Problem: Search the material below for lines containing the string "stream", and copy every one you find.

Record set:

--- --- ---

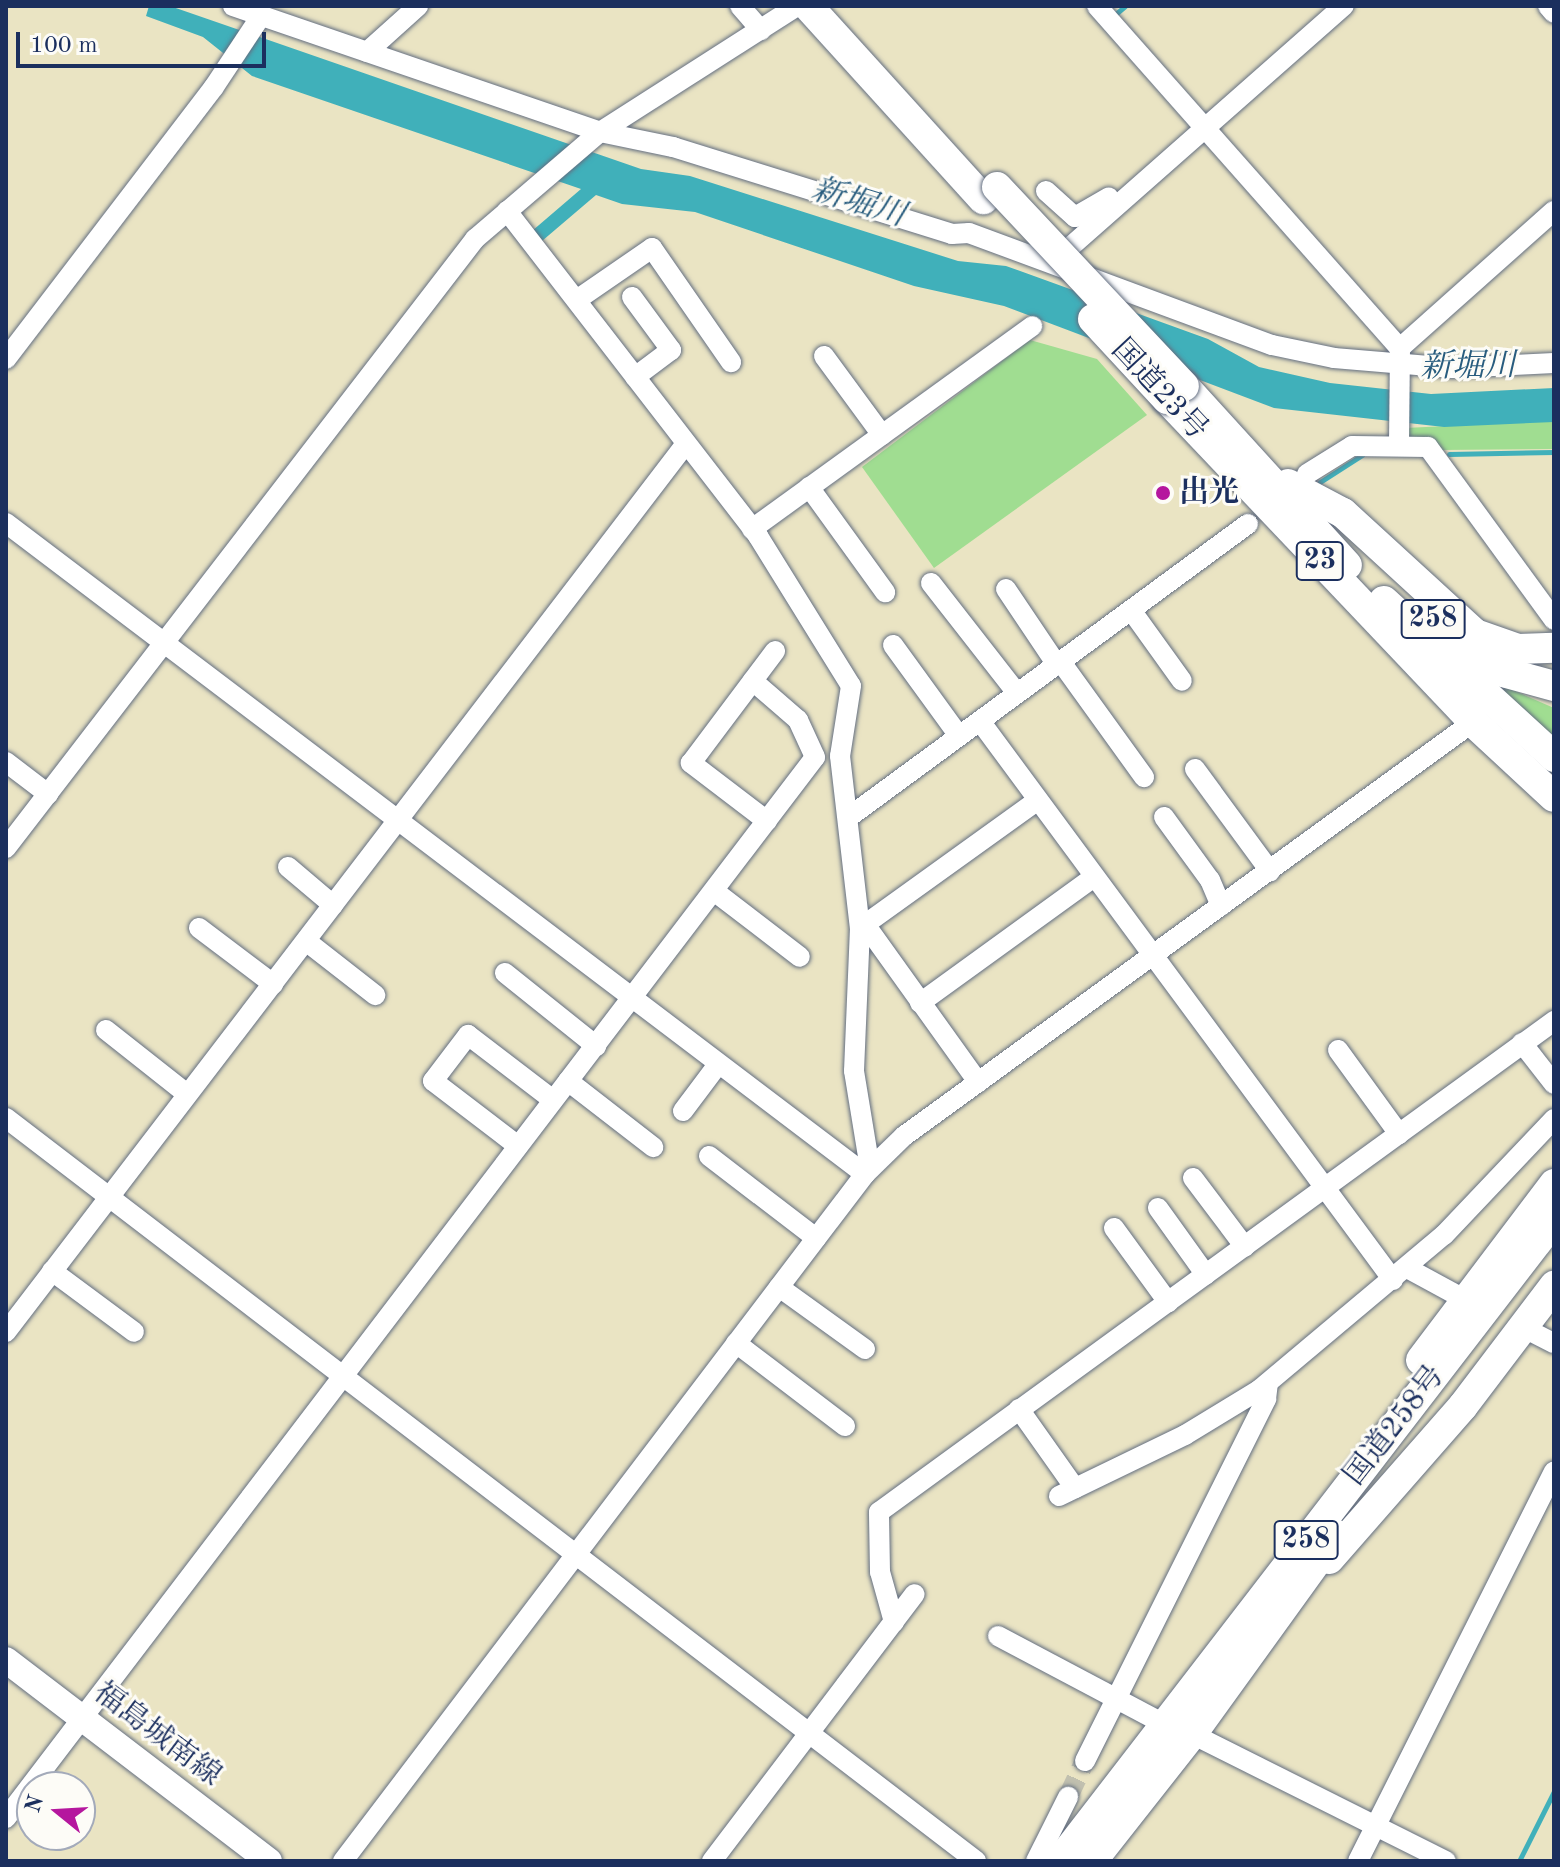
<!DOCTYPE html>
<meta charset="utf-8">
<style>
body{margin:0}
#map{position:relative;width:1560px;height:1867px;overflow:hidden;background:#eae4c3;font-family:"Old Standard TT","Noto Serif JP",serif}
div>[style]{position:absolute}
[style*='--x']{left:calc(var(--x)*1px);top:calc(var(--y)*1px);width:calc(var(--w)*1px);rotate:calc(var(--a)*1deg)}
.green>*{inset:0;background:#a0dd91}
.water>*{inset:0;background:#40b0ba}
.stream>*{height:5px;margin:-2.5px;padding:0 2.5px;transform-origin:2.5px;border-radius:2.5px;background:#40b0ba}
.minor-tunnel>*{height:20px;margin-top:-10px;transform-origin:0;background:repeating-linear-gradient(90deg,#c1c0af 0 20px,transparent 0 30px)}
.roads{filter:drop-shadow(0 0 2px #636e81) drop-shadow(0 0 2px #636e81)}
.minor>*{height:20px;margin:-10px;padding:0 10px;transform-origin:10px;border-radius:10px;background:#fff}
.major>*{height:26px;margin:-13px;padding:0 13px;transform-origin:13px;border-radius:13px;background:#fff}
.highway>*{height:30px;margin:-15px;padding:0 15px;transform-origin:15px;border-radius:15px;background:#fff}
.bridges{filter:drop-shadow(0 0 2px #636e81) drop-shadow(0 0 2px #636e81)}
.highway-bridge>*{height:30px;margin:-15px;padding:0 15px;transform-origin:15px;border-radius:15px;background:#fff}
.dots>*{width:22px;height:22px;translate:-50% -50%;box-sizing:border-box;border:4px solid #fdfcf7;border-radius:50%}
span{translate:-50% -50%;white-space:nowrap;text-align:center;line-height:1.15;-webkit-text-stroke:6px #fdfcf7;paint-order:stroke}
.shield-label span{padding:2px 6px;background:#fdfcf7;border:2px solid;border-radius:6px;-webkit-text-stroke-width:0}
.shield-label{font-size:28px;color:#1b2f5e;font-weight:700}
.street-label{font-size:30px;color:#1b2f5e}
.poi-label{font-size:30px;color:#1b2f5e;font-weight:700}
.left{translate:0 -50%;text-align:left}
.water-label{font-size:32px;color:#285c7e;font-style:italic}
.frame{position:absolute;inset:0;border:8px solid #1b2f5e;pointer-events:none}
.north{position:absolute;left:16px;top:1771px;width:80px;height:80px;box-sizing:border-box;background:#fdfcf7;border:2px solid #a3aaba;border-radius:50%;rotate:288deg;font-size:22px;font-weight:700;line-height:32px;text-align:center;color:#1b2f5e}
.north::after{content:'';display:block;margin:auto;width:28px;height:36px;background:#b5179e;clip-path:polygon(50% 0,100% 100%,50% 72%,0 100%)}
.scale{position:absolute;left:16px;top:32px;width:250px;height:36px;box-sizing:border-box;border:4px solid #1b2f5e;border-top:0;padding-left:10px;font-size:24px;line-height:28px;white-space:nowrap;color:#1b2f5e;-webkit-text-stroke:6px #fdfcf7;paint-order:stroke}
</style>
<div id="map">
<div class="green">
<i style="clip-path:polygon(1030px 340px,1097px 359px,1147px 415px,934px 568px,862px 467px)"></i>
<i style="clip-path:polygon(1554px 421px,1554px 449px,1441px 450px,1406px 439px,1405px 428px)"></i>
<i style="clip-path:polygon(1490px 680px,1554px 708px,1554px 751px)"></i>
</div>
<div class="water">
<i style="clip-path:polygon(149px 6px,170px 6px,641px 169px,690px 176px,958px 261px,1006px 266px,1208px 339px,1259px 367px,1330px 383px,1431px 394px,1554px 388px,1554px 422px,1444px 427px,1274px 408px,1004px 306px,914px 286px,695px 212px,622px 204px,596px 195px,542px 241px,532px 231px,581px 189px,252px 76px,203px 37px,146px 16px)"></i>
</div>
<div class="stream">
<i style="--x:1112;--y:17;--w:17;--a:-40"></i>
<i style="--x:1449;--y:454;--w:105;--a:-1.1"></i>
<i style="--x:1320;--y:482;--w:50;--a:-32.7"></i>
<i style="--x:1519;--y:1861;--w:78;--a:-63.4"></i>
</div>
<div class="minor-tunnel">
<i style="--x:1068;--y:1797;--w:40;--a:-65"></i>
</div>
<div class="roads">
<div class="minor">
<i style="--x:233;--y:6;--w:388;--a:18.9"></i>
<i style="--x:600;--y:132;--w:75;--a:11.6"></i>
<i style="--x:673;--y:147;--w:292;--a:17.3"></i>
<i style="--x:952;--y:234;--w:17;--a:-3"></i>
<i style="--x:969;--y:233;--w:323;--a:20.3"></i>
<i style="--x:1272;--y:345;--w:63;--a:11.8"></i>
<i style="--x:1334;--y:358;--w:119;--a:4.8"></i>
<i style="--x:1453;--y:368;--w:101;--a:-2.8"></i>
<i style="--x:740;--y:6;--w:32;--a:49"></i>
<i style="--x:1097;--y:6;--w:457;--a:48.5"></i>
<i style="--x:1400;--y:348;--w:96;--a:90.6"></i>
<i style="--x:1548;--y:6;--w:9;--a:49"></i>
<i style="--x:367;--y:52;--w:69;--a:-42"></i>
<i style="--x:1046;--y:191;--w:39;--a:42"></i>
<i style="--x:1075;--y:217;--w:39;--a:-30"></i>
<i style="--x:507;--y:211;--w:411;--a:52.3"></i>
<i style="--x:758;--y:536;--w:176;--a:58.2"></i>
<i style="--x:851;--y:686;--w:71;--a:98.9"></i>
<i style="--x:840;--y:756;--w:173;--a:83.4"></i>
<i style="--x:860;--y:928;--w:143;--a:92.4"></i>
<i style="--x:854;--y:1071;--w:99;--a:80.7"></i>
<i style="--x:1052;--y:263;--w:389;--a:-41.4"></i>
<i style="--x:632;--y:297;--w:66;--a:53.7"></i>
<i style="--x:671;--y:350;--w:45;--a:143.1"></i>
<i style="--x:578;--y:299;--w:90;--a:-34.6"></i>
<i style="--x:652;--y:248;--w:139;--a:55.3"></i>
<i style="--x:1400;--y:348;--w:206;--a:-41.7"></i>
<i style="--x:824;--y:356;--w:98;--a:53.7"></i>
<i style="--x:6;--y:359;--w:342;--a:-52.6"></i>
<i style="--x:214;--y:87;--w:85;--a:-56.5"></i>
<i style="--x:1307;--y:474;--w:53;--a:-31.9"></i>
<i style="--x:1352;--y:446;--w:76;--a:0.8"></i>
<i style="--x:1428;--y:447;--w:214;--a:53.9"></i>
<i style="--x:809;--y:487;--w:130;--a:54.1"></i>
<i style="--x:6;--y:523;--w:1078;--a:37.16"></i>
<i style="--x:752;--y:529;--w:346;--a:-35.9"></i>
<i style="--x:931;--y:583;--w:140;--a:52"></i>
<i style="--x:1006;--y:589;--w:92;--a:56.1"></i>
<i style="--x:1131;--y:610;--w:87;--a:54.3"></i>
<i style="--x:893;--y:645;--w:112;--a:54"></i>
<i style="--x:1061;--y:662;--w:142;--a:54.2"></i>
<i style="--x:980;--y:721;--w:695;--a:53.54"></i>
<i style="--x:6;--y:762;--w:53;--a:37.3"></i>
<i style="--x:1195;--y:769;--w:127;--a:53.7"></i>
<i style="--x:849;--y:817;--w:495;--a:-36.3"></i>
<i style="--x:1164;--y:817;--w:78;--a:53.9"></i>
<i style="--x:1210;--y:880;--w:28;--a:67"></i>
<i style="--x:767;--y:821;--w:96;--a:-142.7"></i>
<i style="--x:691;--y:763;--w:140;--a:-53.1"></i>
<i style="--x:6;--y:848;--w:769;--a:-52.4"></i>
<i style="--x:475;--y:239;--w:165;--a:-40.6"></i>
<i style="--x:600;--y:132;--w:234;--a:-32.6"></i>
<i style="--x:288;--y:867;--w:59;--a:40.2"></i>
<i style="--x:714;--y:891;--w:108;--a:37.5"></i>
<i style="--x:867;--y:927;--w:191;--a:54.4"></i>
<i style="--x:199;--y:928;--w:93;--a:37.1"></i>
<i style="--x:860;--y:928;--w:219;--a:-35.7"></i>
<i style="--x:306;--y:941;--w:88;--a:38"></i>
<i style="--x:505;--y:973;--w:117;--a:38.7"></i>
<i style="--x:920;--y:1003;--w:215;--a:-35.9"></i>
<i style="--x:106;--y:1030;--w:103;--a:38.3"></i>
<i style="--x:1522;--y:1043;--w:52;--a:52"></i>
<i style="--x:1338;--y:1050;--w:104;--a:54"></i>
<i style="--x:568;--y:1081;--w:108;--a:37.8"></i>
<i style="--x:683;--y:1111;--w:55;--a:-53.1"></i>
<i style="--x:6;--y:1118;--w:1222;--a:37.45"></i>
<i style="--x:518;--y:1146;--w:107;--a:-142.6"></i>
<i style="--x:433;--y:1081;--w:58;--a:-52.7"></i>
<i style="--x:468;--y:1035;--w:107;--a:37.4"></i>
<i style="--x:709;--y:1156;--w:135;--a:37.5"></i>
<i style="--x:1193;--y:1178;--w:86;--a:53"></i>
<i style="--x:1158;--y:1208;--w:82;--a:54.4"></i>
<i style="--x:1114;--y:1228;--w:92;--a:53.9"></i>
<i style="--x:1407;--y:1268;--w:67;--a:28.5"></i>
<i style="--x:52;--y:1271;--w:102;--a:36.6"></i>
<i style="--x:779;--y:1287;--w:106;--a:35.8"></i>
<i style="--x:1522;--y:1327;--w:36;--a:27"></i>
<i style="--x:6;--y:1332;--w:1117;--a:-52.57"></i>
<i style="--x:736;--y:1343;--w:137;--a:37.3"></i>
<i style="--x:1019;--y:1409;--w:97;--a:54.7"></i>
<i style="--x:1059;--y:1496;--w:140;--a:-25.8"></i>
<i style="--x:1185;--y:1435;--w:87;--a:-31.3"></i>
<i style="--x:1259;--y:1390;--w:241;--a:-40"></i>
<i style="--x:1444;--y:1235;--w:160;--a:-46.5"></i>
<i style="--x:894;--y:1622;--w:52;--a:-105.6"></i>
<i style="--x:880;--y:1572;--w:60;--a:-91"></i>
<i style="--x:879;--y:1512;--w:835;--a:-36.03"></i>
<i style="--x:998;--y:1636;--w:190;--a:27.9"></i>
<i style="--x:1192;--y:1734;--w:284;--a:26.6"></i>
<i style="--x:1085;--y:1761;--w:405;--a:-63.4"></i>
<i style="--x:1266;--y:1399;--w:16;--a:-83"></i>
<i style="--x:6;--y:1818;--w:1334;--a:-52.67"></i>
<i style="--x:815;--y:757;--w:41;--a:-114.7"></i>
<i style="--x:798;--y:720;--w:60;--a:-139.1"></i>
<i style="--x:343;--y:1861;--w:863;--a:-52.77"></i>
<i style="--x:865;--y:1174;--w:54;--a:-44.3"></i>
<i style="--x:904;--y:1136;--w:704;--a:-36.04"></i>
<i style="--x:712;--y:1861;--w:335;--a:-52.8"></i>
<i style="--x:1036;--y:1861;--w:72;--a:-63.4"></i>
<i style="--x:1358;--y:1861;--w:436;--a:-63.3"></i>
</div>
<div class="major">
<i style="--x:6;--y:1660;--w:331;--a:37.4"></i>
</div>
<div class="highway">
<i style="--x:808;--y:6;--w:261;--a:47.8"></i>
<i style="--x:1184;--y:386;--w:242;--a:47.7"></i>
<i style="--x:1167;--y:399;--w:445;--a:46.5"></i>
<i style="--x:1473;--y:722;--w:110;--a:42.8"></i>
<i style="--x:1288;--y:484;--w:62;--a:27.8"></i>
<i style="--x:1343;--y:513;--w:179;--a:42.5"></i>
<i style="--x:1475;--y:634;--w:46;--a:19.2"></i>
<i style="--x:1518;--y:649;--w:36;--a:-2"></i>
<i style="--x:1384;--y:601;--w:231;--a:42.5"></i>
<i style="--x:1452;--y:634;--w:64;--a:36.7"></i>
<i style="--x:1503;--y:672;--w:53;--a:15.4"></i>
<i style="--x:1421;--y:1360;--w:221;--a:-52.9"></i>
<i style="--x:1329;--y:1559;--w:203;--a:-48.8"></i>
<i style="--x:1463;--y:1406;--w:151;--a:-52.8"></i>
<i style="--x:1060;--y:1861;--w:809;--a:-52.38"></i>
<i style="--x:1092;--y:1861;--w:162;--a:-51.8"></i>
<i style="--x:1192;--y:1734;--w:246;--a:-54.2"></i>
</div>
</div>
<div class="bridges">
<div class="highway-bridge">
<i style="--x:997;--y:187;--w:273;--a:46.8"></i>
<i style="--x:1093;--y:319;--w:109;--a:47.2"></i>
</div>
</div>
<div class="dots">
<i style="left:1163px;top:493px;background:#b5179e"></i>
</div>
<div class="shield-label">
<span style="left:1320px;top:561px">23</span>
<span style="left:1433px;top:619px">258</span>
<span style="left:1306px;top:1540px">258</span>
</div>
<div class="street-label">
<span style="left:1159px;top:390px;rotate:47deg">国道23号</span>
<span style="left:1395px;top:1426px;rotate:-52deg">国道258号</span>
<span style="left:157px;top:1735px;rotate:37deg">福島城南線</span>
</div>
<div class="poi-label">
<span class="left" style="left:1179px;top:493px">出光</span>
</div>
<div class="water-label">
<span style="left:858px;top:204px;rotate:17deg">新堀川</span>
<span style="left:1468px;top:368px;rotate:-1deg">新堀川</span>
</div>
<div class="frame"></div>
<div class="north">N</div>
<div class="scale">100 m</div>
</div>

--- --- ---

Answer for the task:
.stream>*{height:5px;margin:-2.5px;padding:0 2.5px;transform-origin:2.5px;border-radius:2.5px;background:#40b0ba}
<div class="stream">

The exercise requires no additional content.